Source material:
──────────────────────────────

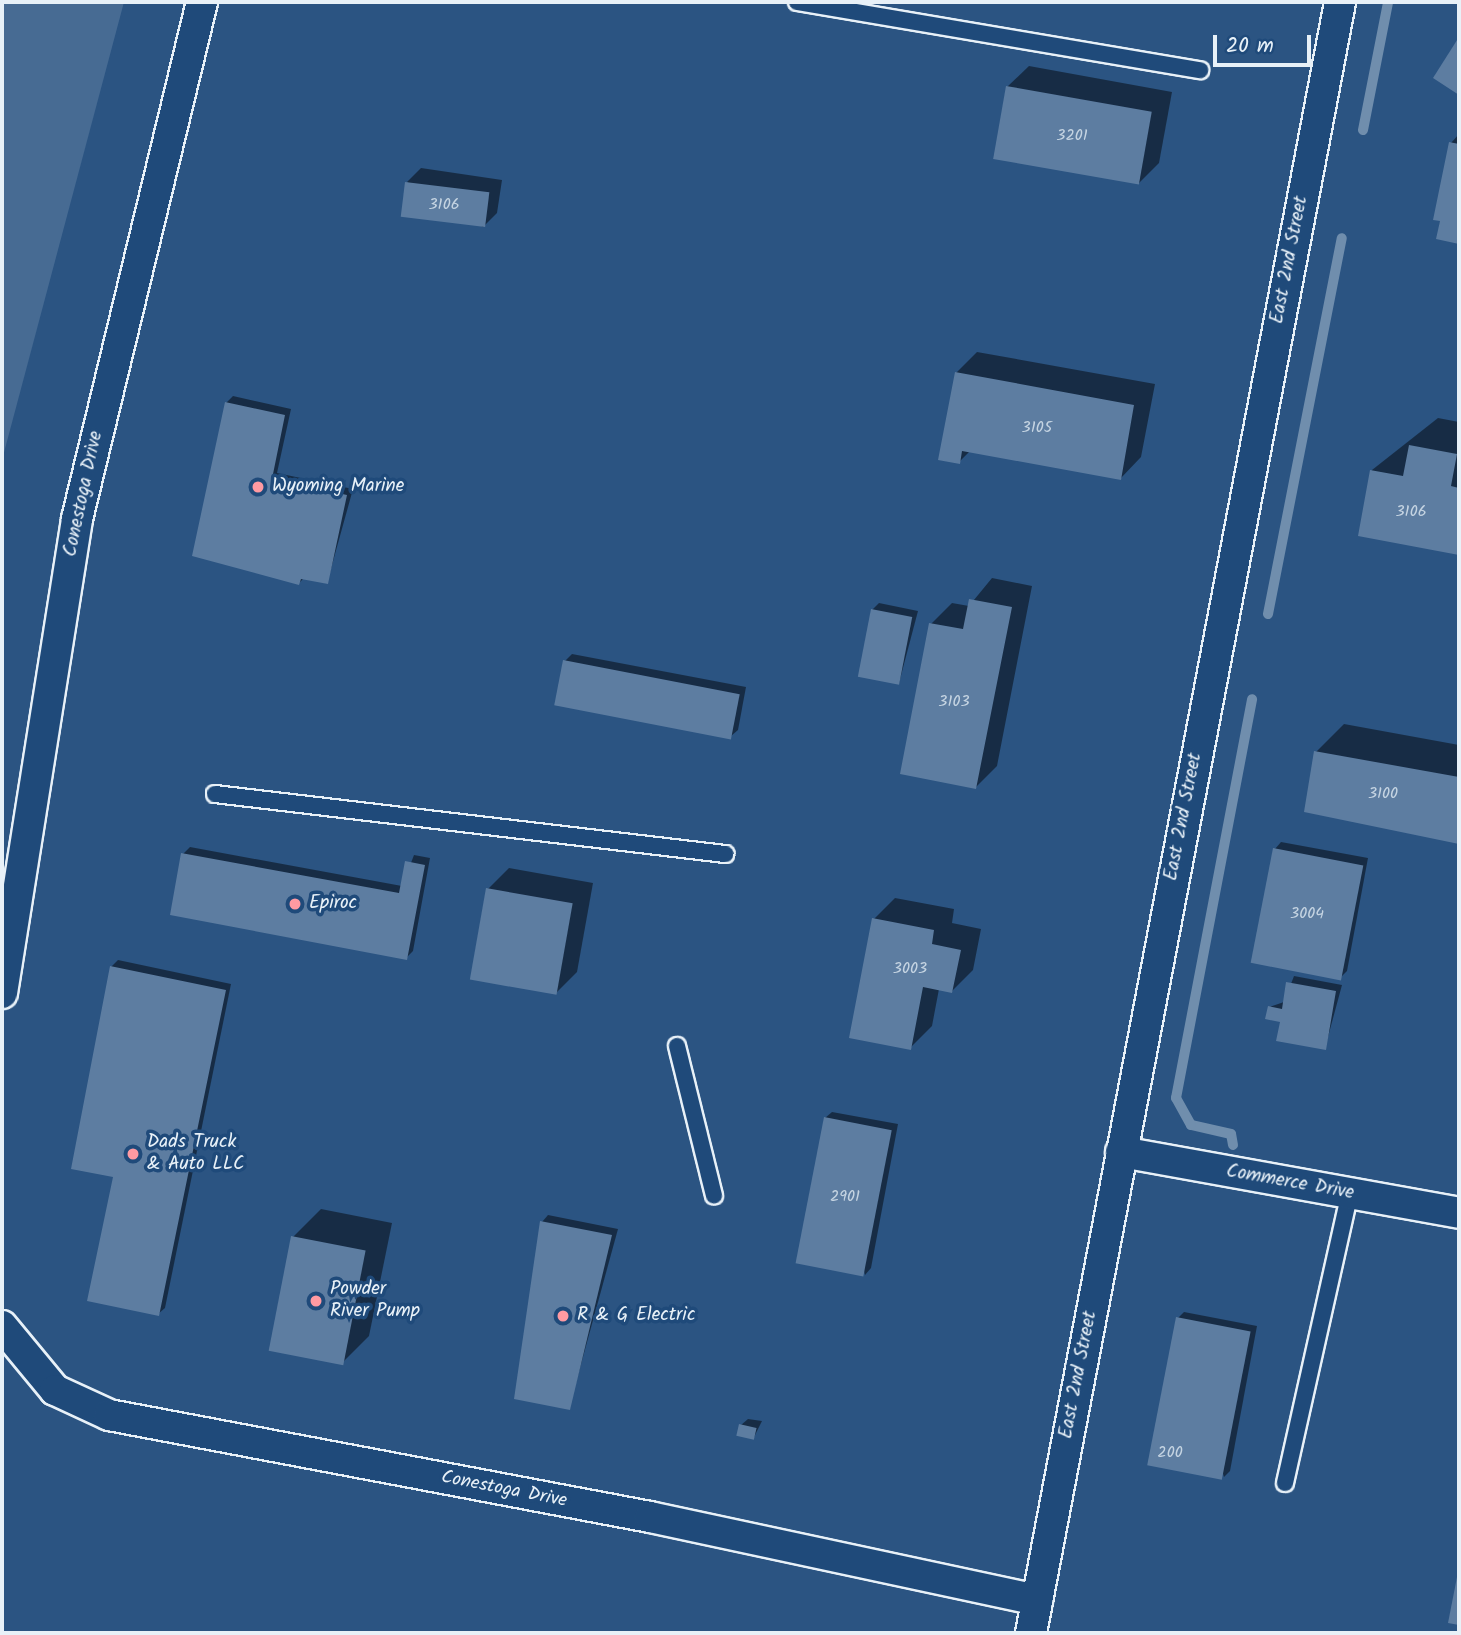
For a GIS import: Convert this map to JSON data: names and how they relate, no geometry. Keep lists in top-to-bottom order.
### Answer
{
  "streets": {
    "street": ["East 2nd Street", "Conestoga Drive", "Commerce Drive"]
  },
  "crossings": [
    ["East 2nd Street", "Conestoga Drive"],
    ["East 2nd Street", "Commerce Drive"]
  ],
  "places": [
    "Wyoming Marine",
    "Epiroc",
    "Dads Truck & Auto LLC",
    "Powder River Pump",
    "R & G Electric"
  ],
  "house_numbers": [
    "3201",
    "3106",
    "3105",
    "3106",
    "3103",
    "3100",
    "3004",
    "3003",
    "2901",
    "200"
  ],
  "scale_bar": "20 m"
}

──────────────────────────────

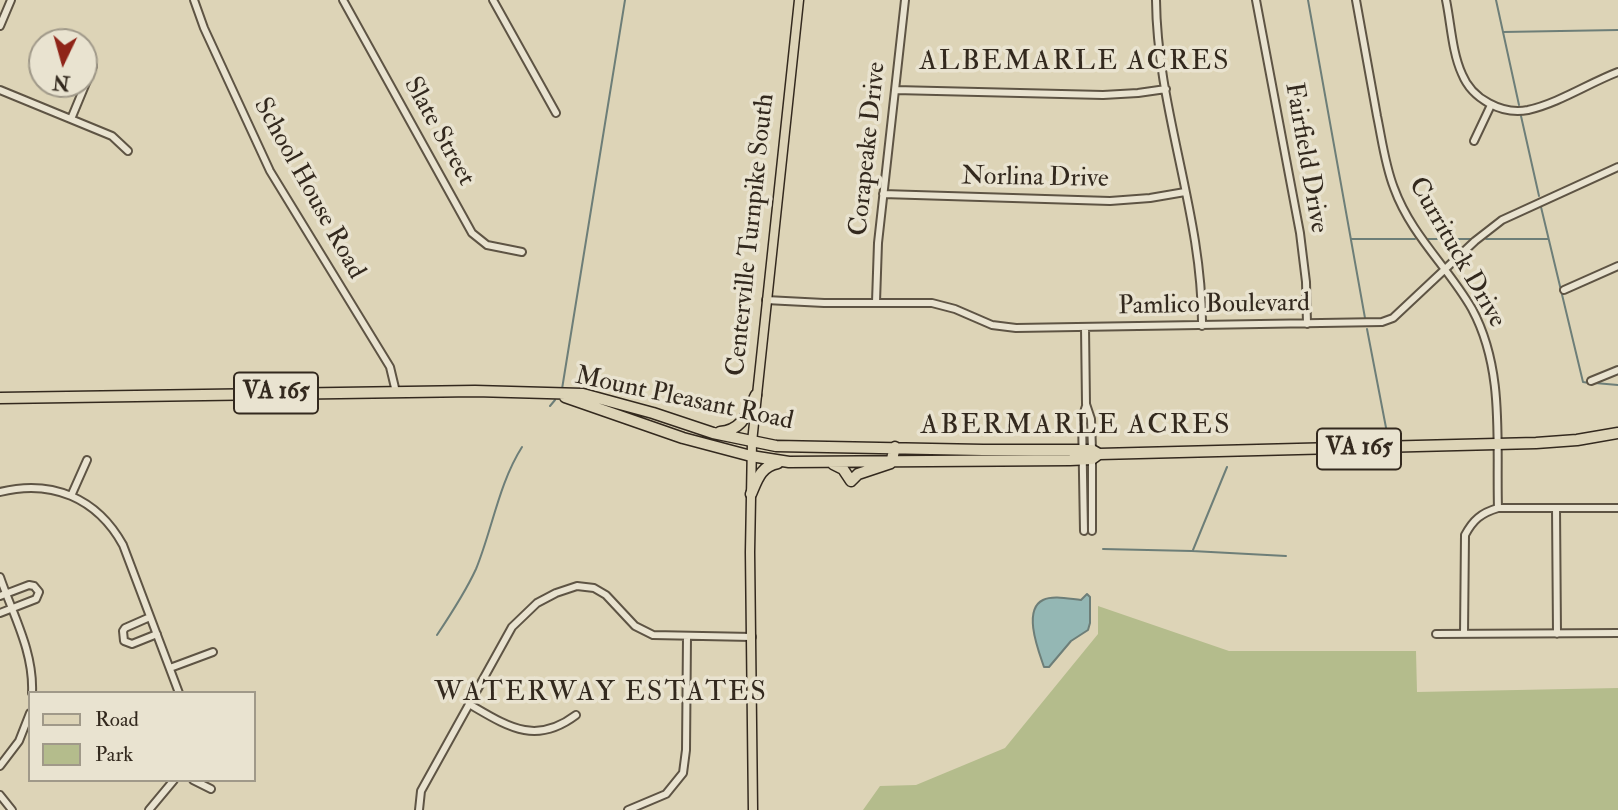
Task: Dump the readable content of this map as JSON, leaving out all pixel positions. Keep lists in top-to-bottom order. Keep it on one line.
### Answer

──────────────────────────────

Work order: Where does the word "JSON" appear in the records above? Return every line that holds it.

Answer box:
For a GIS import: Convert this map to JSON data: names and how they relate, no geometry. Keep lists in top-to-bottom order.
Task: Dump the readable content of this map as JSON, leaving out all pixel positions. Keep lists in top-to-bottom order. Keep it on one line.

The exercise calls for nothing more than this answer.